CASCID or Computer Aided Skin Cancer Identification and Diagnosis.
This project was developed in 2022, and was part of the required capstone project for a bachelor's degree in Computer Engineering for the four group members (CEDipEngineering, fernandocfbf, SamuelNPorto, gabriellaec).
The goal for this project is to create a system for automatic diagnosis of skin cancer using both image and clinical data regarding a patient's history. This was accomplished through use of the PAD-UFES-20 dataset, which contains both the necessary types of data. This dataset was not very well balanced, however, and as a means of improving classification performance, and model generalization, the team agreed to use another dataset for images only, as a means of training the image classification models. This dataset is the ISIC, an openly available international collaboration for skin cancer image collection.
In order to run this project's code, you will need a few things.
Requirements:
- Python 3.8 (or greater)
- Expo Framework
The Expo framework is only necessary to run the final prototype application, and is not necessary to train, test or analyze the performance of any developed model.

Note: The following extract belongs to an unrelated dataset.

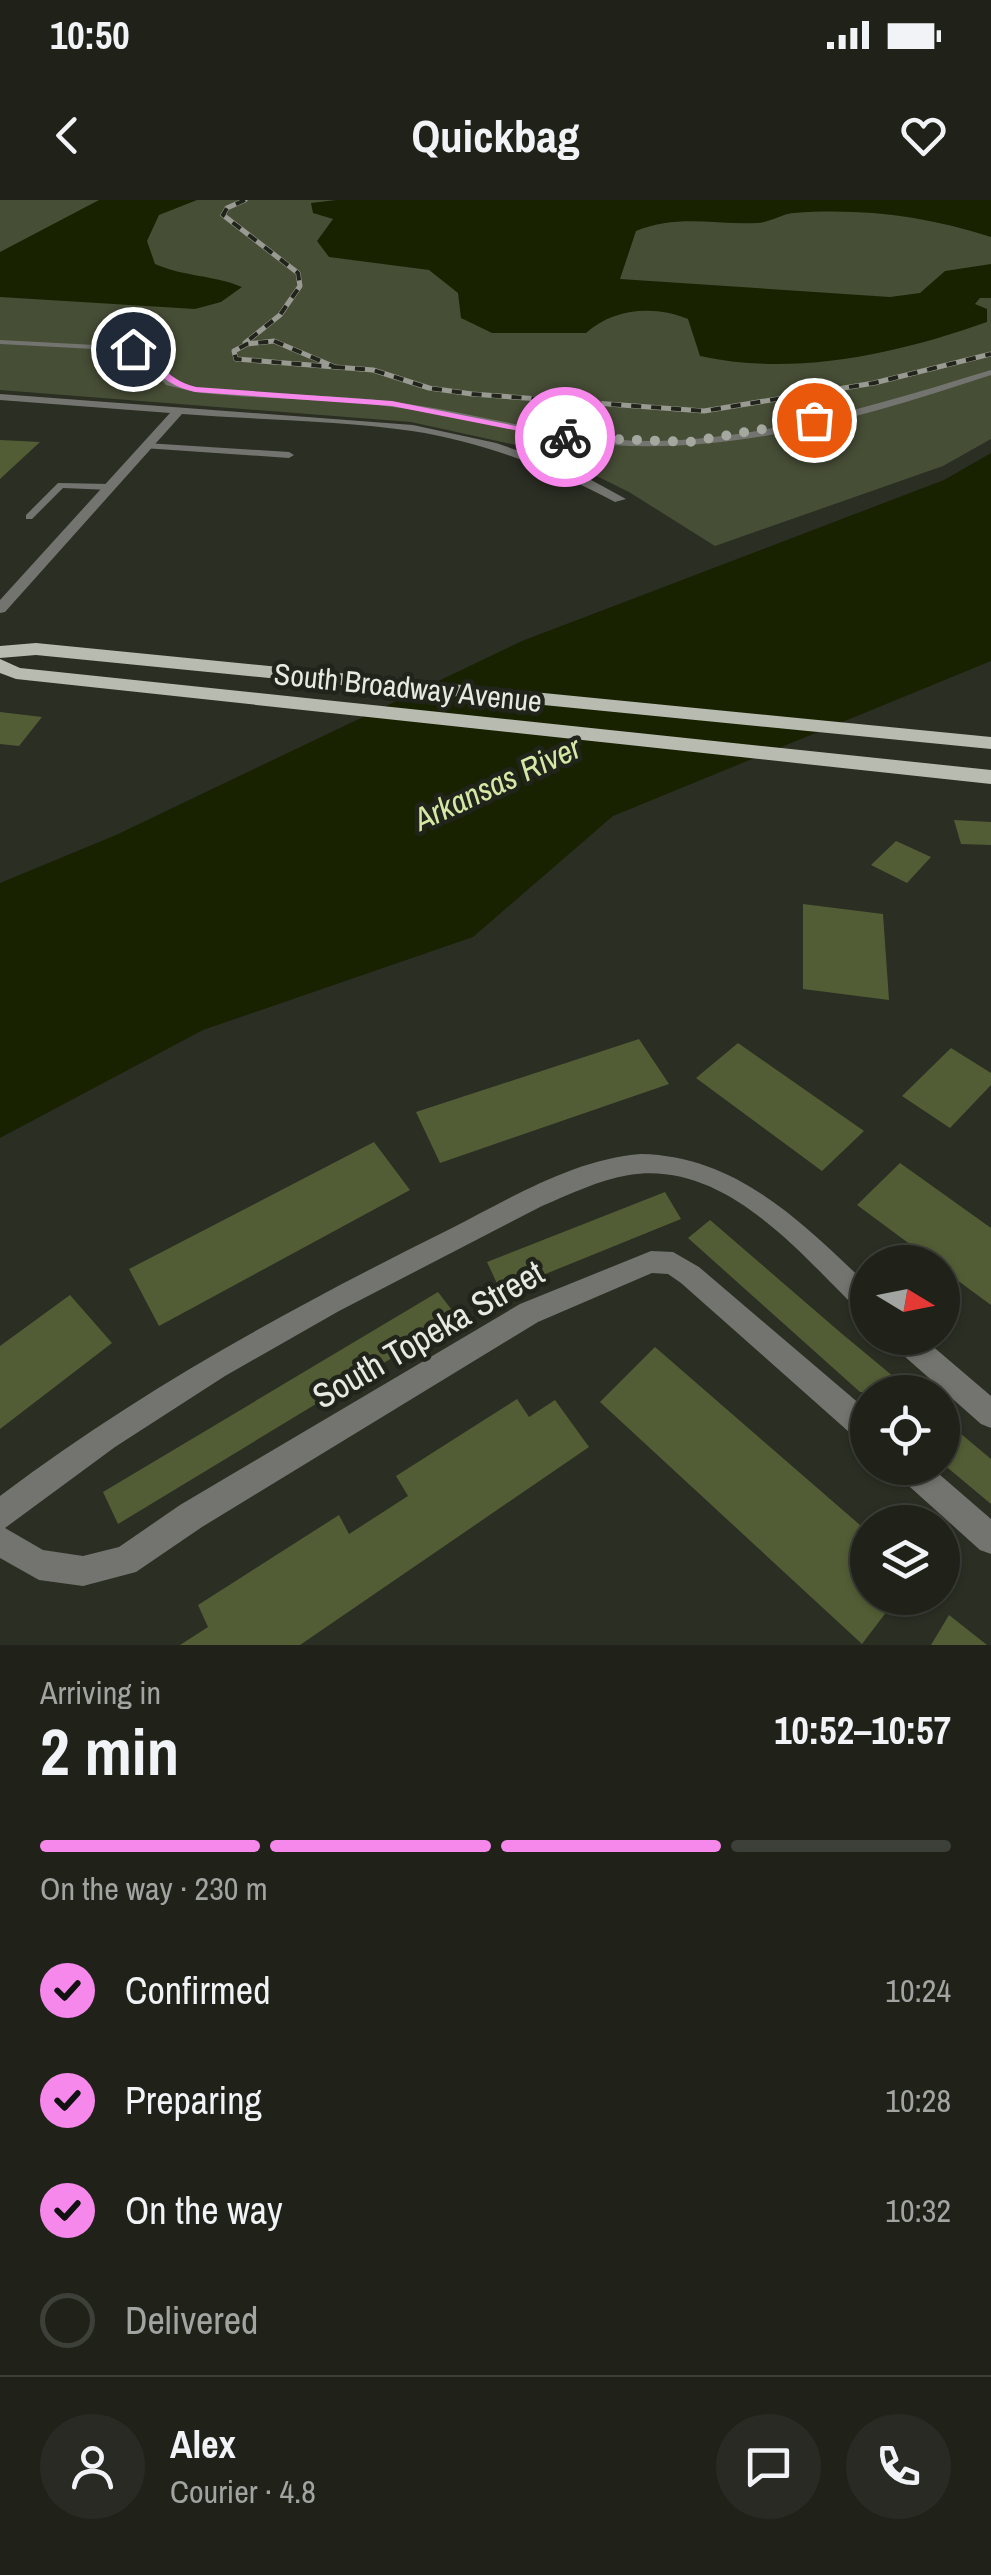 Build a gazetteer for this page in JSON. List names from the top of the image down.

For ease of installation, a pythonenv.yaml file is included for use with conda, simply importing this environment should work. Another option, is to install the requirements using
$ pip install -r requirements.txt
There is no need to download and place any dataset manually. This project includes scripts that automatically download and organize these files for you, in a hidden folder in your home directory. If you wish to change where these files are installed, then simply alter the variable DATA_DIR at cascid/configs/config.py, and all the files will be downloaded there (WARNING: altering this path after downloading some data will cause all downloaded data to be left stranded in the previous directory, and become inacessible by the module. This means it will need to re-download everything, and some data can be left duplicate on your disk)
The included cascid module has a directory named examples, inside of which there are some example jupyter notebooks on how to get started using the project.